1-Mark Questions (VSA)

1. Define a state function. Give two examples.
2. What is the value of ΔU for one complete cycle of a cyclic process?
3. Why is the standard enthalpy of formation of O₂(g) taken as zero?
4. State the sign of ΔH for an exothermic reaction.
5. Predict the sign of ΔS when a gas condenses to a liquid.

2–3-Mark Questions (SA)

1. State the first law of thermodynamics and express it mathematically.
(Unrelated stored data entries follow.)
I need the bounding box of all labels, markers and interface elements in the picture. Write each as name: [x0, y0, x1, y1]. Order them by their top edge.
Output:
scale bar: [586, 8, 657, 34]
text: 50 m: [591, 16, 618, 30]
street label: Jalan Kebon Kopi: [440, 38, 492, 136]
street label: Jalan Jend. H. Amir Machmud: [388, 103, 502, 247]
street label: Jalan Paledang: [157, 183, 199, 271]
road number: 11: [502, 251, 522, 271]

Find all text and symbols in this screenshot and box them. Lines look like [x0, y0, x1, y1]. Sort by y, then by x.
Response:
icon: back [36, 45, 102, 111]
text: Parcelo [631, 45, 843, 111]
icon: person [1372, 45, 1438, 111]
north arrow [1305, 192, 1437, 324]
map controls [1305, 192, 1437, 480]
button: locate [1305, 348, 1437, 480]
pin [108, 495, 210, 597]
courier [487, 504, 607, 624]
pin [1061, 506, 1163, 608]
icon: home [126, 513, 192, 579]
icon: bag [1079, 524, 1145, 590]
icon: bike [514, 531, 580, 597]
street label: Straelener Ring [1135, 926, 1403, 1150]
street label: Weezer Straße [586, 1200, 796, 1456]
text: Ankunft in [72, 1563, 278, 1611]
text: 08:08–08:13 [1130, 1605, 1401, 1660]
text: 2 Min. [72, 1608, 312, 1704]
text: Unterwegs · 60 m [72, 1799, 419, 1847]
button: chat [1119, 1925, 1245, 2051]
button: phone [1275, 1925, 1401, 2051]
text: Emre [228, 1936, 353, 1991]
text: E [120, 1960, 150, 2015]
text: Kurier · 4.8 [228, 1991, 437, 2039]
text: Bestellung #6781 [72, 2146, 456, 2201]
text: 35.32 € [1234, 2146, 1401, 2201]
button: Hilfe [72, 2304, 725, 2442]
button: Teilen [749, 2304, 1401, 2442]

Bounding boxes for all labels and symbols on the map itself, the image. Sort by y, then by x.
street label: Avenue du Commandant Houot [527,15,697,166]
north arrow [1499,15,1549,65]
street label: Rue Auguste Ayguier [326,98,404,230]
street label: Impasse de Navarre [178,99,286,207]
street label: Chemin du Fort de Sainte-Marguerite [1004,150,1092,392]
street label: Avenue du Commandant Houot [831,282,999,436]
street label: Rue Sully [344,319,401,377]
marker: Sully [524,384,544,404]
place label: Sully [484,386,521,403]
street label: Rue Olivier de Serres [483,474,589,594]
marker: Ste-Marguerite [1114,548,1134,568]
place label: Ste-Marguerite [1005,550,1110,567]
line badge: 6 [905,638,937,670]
Explain the sign conventions of q and w.
2. Derive the relation ΔH = ΔU + Δn_gRT for a reaction involving gases.
3. State Hess’s law and explain how it is used to calculate the enthalpy of formation of CO.
4. Show that for an ideal gas Cp − Cv = R, and explain why Cp > Cv.

5-Mark Questions (LA)

1. Explain the terms entropy and Gibbs free energy. Derive ΔG = ΔH − TΔS and discuss how the signs of ΔH and ΔS decide spontaneity at low and high temperatures.
2. Define enthalpy of formation, combustion and neutralization with one example each, and state the sign of ΔH in each case.
3. Derive the relation ΔG° = −2.303 RT log K and explain its significance for chemical equilibrium.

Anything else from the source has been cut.